Are you ready for thorough credit assessments? Look no further! We give you 9 pointers to do an excellent credit assessment.
Nothing is worse than entering into a new agreement with a customer, only to discover that the customer cannot pay their invoice. And even worse if you and your company are far down the list of creditors.
These 9 points can help a more thorough assessment of your potential client's finances.
1. There is a risk with both well-establoshed and newly started companies
Regarding credit and financial security, reservations must be made, regardless of whether your potential customer is a large, well-established company or a small entrepreneur.
You have to be careful with the small entrepreneurs or start-up companies, as according to statistics, they often turn the key after just the first year.
However, the most significant losses occur when trading with large, financially heavy companies. Approx. 80% of all failures are actually from large companies.
2. Is there a large gap between financial close and release date?
Various analyses and calculations show that many companies that wait to submit their accounts until the last minute deliver worse results than those in good time. So, if you have to get a new collaboration up and running with a new customer in the first months of the year, and the customer is slow to submit their accounts, make some reservations in granting credit.
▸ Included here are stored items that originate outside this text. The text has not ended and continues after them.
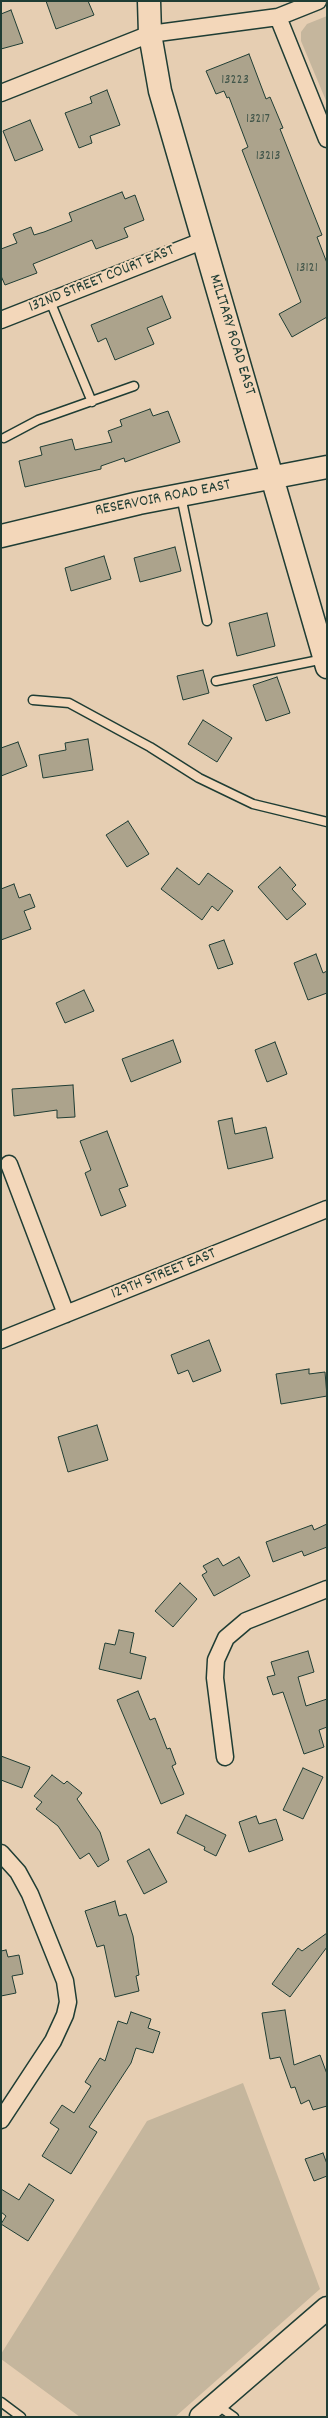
<!DOCTYPE html>
<style>
body{margin:0}
#map{position:relative;width:328px;height:2418px;overflow:hidden;background:#e6ceb2;font-family:Dekko,sans-serif}
canvas{display:block}
.frame{position:absolute;inset:0;border:2px solid #1f3d34;pointer-events:none}
</style>
<div id="map">
<canvas width="328" height="2418"></canvas>
<div class="frame"></div>
</div>
<script>
const ctx = document.querySelector('canvas').getContext('2d');
ctx.lineJoin = 'round';
function paint(path, color) {
  ctx.fillStyle = color;
  ctx.fill(path, 'evenodd');
}
function toPath(rows) {
  const path = new Path2D();
  for (const r of rows) {
    path.moveTo(r[0], r[1]);
    for (let i = 2; i < r.length; i += 2) path.lineTo(r[i], r[i + 1]);
  }
  return path;
}
function trace(path, color, width, dash) {
  ctx.strokeStyle = color;
  ctx.lineWidth = width;
  ctx.lineCap = dash ? 'butt' : 'round';
  ctx.setLineDash(dash || []);
  ctx.stroke(path);
}
function write(font, color, halo, rows, align = 'center') {
  ctx.font = font + ' Dekko,sans-serif';
  ctx.lineWidth = 4;
  ctx.setLineDash([]);
  ctx.textBaseline = 'middle';
  ctx.strokeStyle = halo;
  ctx.fillStyle = color;
  for (const [text, x, y, turn = 0] of rows) {
    ctx.save();
    ctx.translate(x, y);
    ctx.rotate((+turn || 0) * Math.PI / 180);
    ctx.textAlign = isNaN(turn) ? turn : align;
    if (halo) ctx.strokeText(text, 0, 0);
    ctx.fillText(text, 0, 0);
    ctx.restore();
  }
}
paint(toPath([
 [327,16,327,103,301,41,301,32,307,24],
 [243,2083,320,2289,175,2417,80,2417,1,2359,1,2354,147,2121]
]), '#c5b69d');
const building = toPath([
 [46,1,88,1,94,15,56,29,46,1],
 [11,10,23,43,1,49,1,14,11,10],
 [249,54,266,99,270,97,283,128,280,129,322,235,317,237,327,263,327,317,292,337,279,314,301,302,242,150,248,147,229,97,227,98,224,91,216,94,206,71,249,54],
 [107,90,120,125,90,136,92,143,79,148,65,113,92,103,90,97,107,90],
 [30,120,43,150,15,161,3,131,30,120],
 [122,192,125,199,135,195,144,220,124,228,128,237,96,249,92,240,53,256,33,264,37,273,5,285,1,276,1,249,17,243,13,234,31,227,34,235,44,232,72,221,69,213,122,192],
 [162,296,171,318,147,328,154,344,115,360,106,338,98,342,91,325,162,296],
 [150,409,153,416,168,411,180,442,125,462,124,458,101,466,101,469,25,487,19,461,42,455,40,447,72,439,75,450,112,442,108,431,122,426,120,420,150,409],
 [175,547,181,571,140,582,134,558,175,547],
 [104,556,111,579,71,591,65,568,104,556],
 [267,613,275,646,237,656,229,623,267,613],
 [203,670,209,693,183,700,177,676,203,670],
 [277,677,290,713,266,721,253,685,277,677],
 [203,720,232,738,217,762,188,744,203,720],
 [88,739,93,770,43,778,39,755,66,750,65,743,88,739],
 [18,742,27,766,1,776,1,748,18,742],
 [128,821,149,854,127,867,106,835,128,821],
 [280,867,296,885,292,889,306,904,287,920,258,887,280,867],
 [177,868,199,885,208,873,233,891,218,911,212,906,202,920,161,889,177,868],
 [14,884,19,898,30,894,35,907,24,911,31,929,1,940,1,889,14,884],
 [224,940,233,964,218,969,209,945,224,940],
 [316,954,323,973,327,971,327,993,308,1000,294,963,316,954],
 [84,990,94,1011,65,1023,56,1003,84,990],
 [173,1040,181,1062,131,1082,122,1059,173,1040],
 [275,1042,287,1074,267,1082,255,1050,275,1042],
 [73,1085,75,1117,57,1118,57,1110,14,1116,12,1089,73,1085],
 [232,1118,235,1134,266,1127,273,1158,228,1169,218,1121,232,1118],
 [107,1131,128,1186,119,1189,126,1206,101,1216,85,1173,91,1170,80,1141,107,1131],
 [209,1340,221,1371,193,1382,188,1370,178,1374,171,1355,209,1340],
 [309,1369,309,1374,325,1372,327,1396,281,1404,276,1374,309,1369],
 [97,1425,108,1460,68,1472,58,1437,97,1425],
 [327,1524,327,1547,304,1556,302,1551,273,1562,266,1542,312,1525,314,1530,327,1524],
 [239,1557,250,1576,214,1596,202,1575,207,1572,203,1566,218,1558,223,1566,239,1557],
 [180,1583,197,1599,173,1627,155,1611,180,1583],
 [119,1630,134,1633,130,1653,146,1657,141,1679,99,1669,105,1643,115,1645,119,1630],
 [308,1651,314,1672,298,1677,306,1706,327,1699,327,1727,319,1730,324,1747,304,1754,283,1692,273,1695,267,1677,275,1675,271,1662,308,1651],
 [138,1691,150,1720,155,1718,167,1749,170,1748,176,1764,172,1766,184,1794,161,1804,117,1700,138,1691],
 [1,1756,30,1767,22,1788,1,1780,1,1756],
 [303,1768,323,1777,303,1819,283,1810,303,1768],
 [52,1775,64,1784,67,1781,82,1793,77,1799,100,1832,109,1860,98,1867,89,1853,80,1859,58,1826,36,1809,42,1802,34,1796,52,1775],
 [186,1815,226,1835,216,1856,204,1850,205,1847,177,1833,186,1815],
 [256,1816,259,1824,276,1819,283,1840,249,1852,239,1822,256,1816],
 [149,1849,167,1882,144,1894,127,1861,149,1849],
 [115,1901,119,1916,126,1914,133,1936,139,1975,136,1976,139,1991,115,1997,104,1945,97,1947,85,1911,115,1901],
 [327,1933,327,1947,290,1997,272,1984,298,1948,302,1951,327,1933],
 [6,1950,8,1957,19,1955,23,1974,12,1976,16,1993,1,1996,1,1951,6,1950],
 [285,2010,294,2065,320,2055,327,2074,327,2106,313,2110,309,2100,301,2104,295,2087,291,2088,280,2057,270,2059,262,2013,285,2010],
 [131,2012,151,2019,148,2028,160,2032,153,2053,136,2048,131,2063,89,2127,97,2132,71,2174,42,2156,59,2129,50,2123,62,2105,74,2113,91,2086,85,2082,100,2058,105,2061,118,2021,127,2024,131,2012],
 [323,2153,327,2164,327,2176,314,2181,305,2159,323,2153],
 [29,2184,54,2200,28,2241,1,2224,6,2216,1,2212,1,2189,19,2200,29,2184]
]);
paint(building, '#aca38c');
trace(building, '#1f3d34', 1);
const lane = toPath([
 [50,301,92,402],
 [4,438,38,420,134,386],
 [181,496,207,621],
 [216,681,324,659],
 [33,700,69,703,150,747,199,778,253,804,327,822],
 [1,2402,21,2417],
 [217,2405,234,2417]
]);
const street = toPath([
 [278,17,327,139],
 [1,93,150,34,278,17,318,1],
 [1,320,202,241],
 [9,1164,66,1314],
 [1,1340,327,1209],
 [225,1757,215,1678,216,1660,226,1638,246,1621,327,1589],
 [1,1853,18,1872,30,1894,65,1981,68,2002,65,2015,53,2041,1,2120]
]);
const secondary = toPath([
 [149,1,150,34,160,91,327,667],
 [1,536,139,503,327,467],
 [201,2417,327,2308]
]);
trace(lane, '#1f3d34', 11);
trace(street, '#1f3d34', 19);
trace(secondary, '#1f3d34', 25);
trace(lane, '#f3d7ba', 8);
trace(street, '#f3d7ba', 16);
trace(secondary, '#f3d7ba', 22);
write('14px', '#42564a', null, [
 ["13223",235,81],
 ["13217",258,120],
 ["13213",268,157],
 ["13121",307,269]
]);
write('16px', '#1f3d34', '#f3d7ba', [
 ["132ND STREET COURT EAST",102,280,-22],
 ["MILITARY ROAD EAST",231,335,73],
 ["RESERVOIR ROAD EAST",163,499,-11],
 ["129TH STREET EAST",164,1275,-22]
]);
</script>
3. Has an auditor's note been noted on the company?
Looking for an auditor's note on your customers' accounts is always a good idea. A company in accounting classes A and B are typically personally owned or a small company. These small businesses are not required to use an accountant to review their accounts. In the worst case, this can mean that there are errors in the reports and that the result is therefore not fair.
4. Avoid doing business with people who have previously had companies that have gone bankrupt
It is always good to do a background check on the people you deal with - and especially if it is with small businesses. In this way, you ensure the best conditions for you and your company, and you usually do not end up doing business with a so-called bankruptcy rider.
Using Creditro Comply or Creditro Assess, you can easily do a KYC or initial screening of your potential customers and calculate the risk of doing business with them.
5. Take a look at your contact's network
Another approach to spotting worse payers is to check up on the potential customer's network. If the network consists of many bankrupts or other companies that are financially weak, they can provide an indicator of the customer's way of doing business.
6. Always check the company's hierarchy
At first glance, you might be able to enter into a cooperation agreement with a company that seems to have everything under control. Especially the economy. But if the parent company has roots in the papers, it can be a lousy collaboration in the long term.
7. Check the media for relevant knowledge about the self
A good starting point is to have control of the latest knowledge about the potential customer you want to work with. For example, when you look at the accounts and key figures, it only shows a snapshot of how things are going for the company. It is, therefore, suitable to cross-check what is said about the potential customer online and in the media.
8. Has the company tied up value in buildings?
If your future business partner or potential customer has tied up value in buildings, e.g., even owning the premises in which they have offices or production is usually a good indicator of financial stability in the company.
9. Be at the forefront of changes with your business partners and potential customers
By monitoring the companies necessary to you, you can be notified if they get new addresses, come up with a new account, or change status and suddenly go bankrupt. In this way, you avoid, to a much greater extent, spending time and resources on companies that are about to close.